> [What you need to do]: The lines wanted run from the first one below through the one with "position:relative; width:1628px; height:2005px;". Return them exactly.

═════ Data extract ═════

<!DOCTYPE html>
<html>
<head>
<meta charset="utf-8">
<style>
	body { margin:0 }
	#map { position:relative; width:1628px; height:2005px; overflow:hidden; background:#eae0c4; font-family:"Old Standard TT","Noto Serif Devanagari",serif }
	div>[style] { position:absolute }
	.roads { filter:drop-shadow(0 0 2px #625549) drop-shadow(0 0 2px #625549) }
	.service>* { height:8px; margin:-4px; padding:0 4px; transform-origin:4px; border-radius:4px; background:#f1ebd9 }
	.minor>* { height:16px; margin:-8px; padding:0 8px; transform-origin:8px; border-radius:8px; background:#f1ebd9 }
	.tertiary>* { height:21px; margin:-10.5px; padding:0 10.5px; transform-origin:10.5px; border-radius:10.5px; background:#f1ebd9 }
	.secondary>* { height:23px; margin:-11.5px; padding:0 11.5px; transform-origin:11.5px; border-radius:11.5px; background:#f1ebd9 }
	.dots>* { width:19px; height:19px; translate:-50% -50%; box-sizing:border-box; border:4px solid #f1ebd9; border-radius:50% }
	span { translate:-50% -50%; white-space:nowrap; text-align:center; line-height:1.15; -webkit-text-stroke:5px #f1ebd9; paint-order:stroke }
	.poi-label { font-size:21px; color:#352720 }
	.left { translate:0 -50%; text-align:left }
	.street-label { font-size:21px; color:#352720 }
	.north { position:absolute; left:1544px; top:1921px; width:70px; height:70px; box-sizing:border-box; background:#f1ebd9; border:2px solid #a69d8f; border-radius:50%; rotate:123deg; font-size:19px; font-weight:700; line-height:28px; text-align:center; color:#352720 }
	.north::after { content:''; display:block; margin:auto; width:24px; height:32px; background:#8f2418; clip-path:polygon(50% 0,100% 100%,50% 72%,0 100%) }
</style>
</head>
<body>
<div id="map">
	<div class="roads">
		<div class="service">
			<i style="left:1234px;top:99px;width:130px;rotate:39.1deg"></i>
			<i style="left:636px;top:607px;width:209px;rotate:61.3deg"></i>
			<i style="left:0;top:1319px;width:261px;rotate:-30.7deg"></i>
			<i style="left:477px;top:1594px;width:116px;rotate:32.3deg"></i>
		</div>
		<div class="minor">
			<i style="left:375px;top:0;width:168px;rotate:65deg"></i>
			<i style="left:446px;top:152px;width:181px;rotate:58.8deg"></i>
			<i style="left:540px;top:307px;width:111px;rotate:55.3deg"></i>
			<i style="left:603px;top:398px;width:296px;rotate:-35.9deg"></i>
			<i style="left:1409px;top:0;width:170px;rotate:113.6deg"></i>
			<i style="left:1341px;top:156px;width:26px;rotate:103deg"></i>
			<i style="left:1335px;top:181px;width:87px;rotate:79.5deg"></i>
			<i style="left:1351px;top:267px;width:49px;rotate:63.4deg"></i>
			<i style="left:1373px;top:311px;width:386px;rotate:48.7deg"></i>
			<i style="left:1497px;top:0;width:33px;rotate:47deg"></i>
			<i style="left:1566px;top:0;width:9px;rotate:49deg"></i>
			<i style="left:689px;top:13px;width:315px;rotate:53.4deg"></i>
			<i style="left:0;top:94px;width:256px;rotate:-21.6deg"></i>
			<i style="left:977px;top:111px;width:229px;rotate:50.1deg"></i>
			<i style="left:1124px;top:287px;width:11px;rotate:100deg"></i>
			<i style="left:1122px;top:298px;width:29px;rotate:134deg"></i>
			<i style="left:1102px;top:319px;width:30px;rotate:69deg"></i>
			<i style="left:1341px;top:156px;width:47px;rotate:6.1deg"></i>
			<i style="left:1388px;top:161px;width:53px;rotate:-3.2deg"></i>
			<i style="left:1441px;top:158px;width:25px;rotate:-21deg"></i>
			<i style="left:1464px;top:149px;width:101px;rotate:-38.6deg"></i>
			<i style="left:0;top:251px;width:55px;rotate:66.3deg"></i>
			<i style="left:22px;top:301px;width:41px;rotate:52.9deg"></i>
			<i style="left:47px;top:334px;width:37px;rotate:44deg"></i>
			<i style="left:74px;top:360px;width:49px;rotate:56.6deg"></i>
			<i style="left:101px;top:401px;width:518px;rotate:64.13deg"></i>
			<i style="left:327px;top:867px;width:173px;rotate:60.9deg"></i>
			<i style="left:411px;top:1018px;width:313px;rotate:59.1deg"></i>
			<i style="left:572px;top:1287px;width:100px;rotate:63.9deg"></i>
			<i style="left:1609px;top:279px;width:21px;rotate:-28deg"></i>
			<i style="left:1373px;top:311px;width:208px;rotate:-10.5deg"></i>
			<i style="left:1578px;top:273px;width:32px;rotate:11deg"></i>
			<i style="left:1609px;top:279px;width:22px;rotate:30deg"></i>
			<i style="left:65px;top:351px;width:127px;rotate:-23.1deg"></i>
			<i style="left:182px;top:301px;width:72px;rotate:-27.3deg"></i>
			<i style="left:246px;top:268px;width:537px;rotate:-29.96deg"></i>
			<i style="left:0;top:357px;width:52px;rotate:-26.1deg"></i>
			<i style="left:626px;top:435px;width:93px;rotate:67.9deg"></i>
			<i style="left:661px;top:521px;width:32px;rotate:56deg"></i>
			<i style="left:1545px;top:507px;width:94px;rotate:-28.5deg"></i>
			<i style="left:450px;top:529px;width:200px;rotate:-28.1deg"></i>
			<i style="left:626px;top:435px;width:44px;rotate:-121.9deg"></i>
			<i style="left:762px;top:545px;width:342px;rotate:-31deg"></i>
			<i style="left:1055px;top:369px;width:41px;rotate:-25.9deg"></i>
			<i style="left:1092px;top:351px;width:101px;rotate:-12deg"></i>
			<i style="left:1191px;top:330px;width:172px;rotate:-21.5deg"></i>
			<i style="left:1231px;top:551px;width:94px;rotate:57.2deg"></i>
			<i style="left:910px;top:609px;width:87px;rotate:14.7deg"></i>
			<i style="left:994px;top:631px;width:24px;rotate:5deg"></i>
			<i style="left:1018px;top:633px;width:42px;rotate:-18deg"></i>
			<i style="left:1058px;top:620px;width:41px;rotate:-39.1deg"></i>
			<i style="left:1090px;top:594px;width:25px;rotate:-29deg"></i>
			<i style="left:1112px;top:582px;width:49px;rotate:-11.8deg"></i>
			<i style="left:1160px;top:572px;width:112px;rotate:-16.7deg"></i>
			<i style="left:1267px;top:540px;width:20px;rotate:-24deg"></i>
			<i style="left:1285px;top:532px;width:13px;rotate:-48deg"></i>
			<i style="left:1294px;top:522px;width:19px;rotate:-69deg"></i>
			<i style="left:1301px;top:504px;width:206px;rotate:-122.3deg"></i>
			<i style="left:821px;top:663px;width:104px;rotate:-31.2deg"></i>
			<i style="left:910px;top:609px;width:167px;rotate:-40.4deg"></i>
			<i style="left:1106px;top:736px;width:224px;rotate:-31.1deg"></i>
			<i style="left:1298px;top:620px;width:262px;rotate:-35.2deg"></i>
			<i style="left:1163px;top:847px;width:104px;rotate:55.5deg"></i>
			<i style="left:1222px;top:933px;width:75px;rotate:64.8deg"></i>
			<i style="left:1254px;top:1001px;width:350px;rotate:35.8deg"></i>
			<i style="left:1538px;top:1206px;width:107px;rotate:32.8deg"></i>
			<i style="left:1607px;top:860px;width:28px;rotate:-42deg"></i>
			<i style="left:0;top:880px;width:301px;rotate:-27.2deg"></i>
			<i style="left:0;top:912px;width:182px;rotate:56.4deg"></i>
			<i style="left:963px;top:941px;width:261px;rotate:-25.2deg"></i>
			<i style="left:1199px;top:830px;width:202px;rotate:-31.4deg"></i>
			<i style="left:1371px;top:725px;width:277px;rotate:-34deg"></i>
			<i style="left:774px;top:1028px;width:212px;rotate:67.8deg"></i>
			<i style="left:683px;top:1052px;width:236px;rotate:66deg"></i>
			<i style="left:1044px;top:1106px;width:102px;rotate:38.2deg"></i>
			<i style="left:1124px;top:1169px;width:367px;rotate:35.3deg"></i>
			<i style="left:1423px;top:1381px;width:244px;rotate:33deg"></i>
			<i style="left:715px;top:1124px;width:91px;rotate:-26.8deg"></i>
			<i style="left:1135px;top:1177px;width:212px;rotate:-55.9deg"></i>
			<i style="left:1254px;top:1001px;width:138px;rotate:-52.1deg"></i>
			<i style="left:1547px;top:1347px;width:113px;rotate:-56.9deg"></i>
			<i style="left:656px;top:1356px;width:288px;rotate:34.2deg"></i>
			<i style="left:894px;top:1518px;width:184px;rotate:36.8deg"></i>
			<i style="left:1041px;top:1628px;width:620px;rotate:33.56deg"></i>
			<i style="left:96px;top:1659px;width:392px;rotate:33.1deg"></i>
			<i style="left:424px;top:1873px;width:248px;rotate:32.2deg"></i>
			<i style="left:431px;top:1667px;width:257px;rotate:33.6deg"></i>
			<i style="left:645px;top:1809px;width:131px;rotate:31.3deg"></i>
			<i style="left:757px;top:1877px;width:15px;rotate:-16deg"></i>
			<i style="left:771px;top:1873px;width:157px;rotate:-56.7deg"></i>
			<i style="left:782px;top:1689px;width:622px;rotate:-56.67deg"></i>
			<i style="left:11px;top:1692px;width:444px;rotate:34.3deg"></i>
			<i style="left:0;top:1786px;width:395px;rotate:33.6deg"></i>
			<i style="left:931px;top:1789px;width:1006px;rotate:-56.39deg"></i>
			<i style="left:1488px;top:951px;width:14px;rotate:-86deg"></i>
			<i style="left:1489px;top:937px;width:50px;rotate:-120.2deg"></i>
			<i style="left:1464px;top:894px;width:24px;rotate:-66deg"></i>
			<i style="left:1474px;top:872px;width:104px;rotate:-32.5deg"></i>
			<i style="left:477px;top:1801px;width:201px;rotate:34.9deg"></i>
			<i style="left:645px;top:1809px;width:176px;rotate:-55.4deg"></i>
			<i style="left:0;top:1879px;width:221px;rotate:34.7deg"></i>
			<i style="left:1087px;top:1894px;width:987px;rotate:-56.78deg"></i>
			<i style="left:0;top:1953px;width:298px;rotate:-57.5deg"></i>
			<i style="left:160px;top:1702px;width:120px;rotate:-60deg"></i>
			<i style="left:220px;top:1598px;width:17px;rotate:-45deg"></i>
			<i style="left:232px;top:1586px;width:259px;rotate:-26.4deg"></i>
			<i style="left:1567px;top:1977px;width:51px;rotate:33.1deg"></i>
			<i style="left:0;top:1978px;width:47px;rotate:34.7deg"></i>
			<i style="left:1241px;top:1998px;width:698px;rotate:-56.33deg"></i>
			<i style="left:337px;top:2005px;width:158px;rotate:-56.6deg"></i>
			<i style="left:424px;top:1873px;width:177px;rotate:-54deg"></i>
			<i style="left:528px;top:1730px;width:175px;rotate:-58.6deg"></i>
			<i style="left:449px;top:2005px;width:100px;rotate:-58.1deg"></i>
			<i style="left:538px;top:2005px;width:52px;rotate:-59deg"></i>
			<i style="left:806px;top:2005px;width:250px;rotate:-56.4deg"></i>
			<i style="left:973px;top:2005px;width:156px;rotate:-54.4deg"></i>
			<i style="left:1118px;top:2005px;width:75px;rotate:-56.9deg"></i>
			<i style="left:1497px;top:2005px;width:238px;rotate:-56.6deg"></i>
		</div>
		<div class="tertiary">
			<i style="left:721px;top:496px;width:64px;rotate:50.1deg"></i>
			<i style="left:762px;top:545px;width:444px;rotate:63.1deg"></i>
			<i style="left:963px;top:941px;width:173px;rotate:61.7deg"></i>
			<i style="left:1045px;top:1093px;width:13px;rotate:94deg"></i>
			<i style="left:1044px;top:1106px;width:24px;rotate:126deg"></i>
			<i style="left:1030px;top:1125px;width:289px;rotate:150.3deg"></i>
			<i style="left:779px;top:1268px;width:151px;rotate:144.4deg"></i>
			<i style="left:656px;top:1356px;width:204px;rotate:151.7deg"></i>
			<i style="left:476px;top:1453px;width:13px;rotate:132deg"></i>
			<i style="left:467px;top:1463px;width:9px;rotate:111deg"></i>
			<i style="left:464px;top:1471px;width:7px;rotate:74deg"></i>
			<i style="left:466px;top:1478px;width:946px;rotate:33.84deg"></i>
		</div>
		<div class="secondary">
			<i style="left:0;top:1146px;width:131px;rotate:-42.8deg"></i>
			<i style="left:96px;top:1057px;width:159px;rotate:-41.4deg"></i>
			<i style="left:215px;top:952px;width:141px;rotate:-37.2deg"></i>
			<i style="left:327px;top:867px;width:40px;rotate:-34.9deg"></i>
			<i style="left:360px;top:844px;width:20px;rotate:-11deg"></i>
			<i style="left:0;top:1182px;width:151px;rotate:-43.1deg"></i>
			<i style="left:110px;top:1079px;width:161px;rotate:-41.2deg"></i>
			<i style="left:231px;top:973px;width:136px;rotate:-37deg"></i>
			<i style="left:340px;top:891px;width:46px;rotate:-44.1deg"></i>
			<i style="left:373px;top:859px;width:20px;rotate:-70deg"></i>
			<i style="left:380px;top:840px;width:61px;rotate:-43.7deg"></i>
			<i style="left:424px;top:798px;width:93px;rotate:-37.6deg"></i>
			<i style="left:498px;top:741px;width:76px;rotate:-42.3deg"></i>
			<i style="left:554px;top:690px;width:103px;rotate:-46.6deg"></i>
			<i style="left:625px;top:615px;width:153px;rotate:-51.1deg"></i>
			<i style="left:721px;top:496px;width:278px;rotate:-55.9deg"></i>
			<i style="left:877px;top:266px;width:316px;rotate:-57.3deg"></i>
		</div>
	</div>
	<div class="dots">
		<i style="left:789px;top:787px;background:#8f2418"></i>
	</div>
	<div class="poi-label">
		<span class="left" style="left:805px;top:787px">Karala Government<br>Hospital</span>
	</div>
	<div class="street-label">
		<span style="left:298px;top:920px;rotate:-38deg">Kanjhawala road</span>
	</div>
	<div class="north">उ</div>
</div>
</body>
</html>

═════

> [Output]:
<!DOCTYPE html>
<html>
<head>
<meta charset="utf-8">
<style>
	body { margin:0 }
	#map { position:relative; width:1628px; height:2005px; overflow:hidden; background:#eae0c4; font-family:"Old Standard TT","Noto Serif Devanagari",serif }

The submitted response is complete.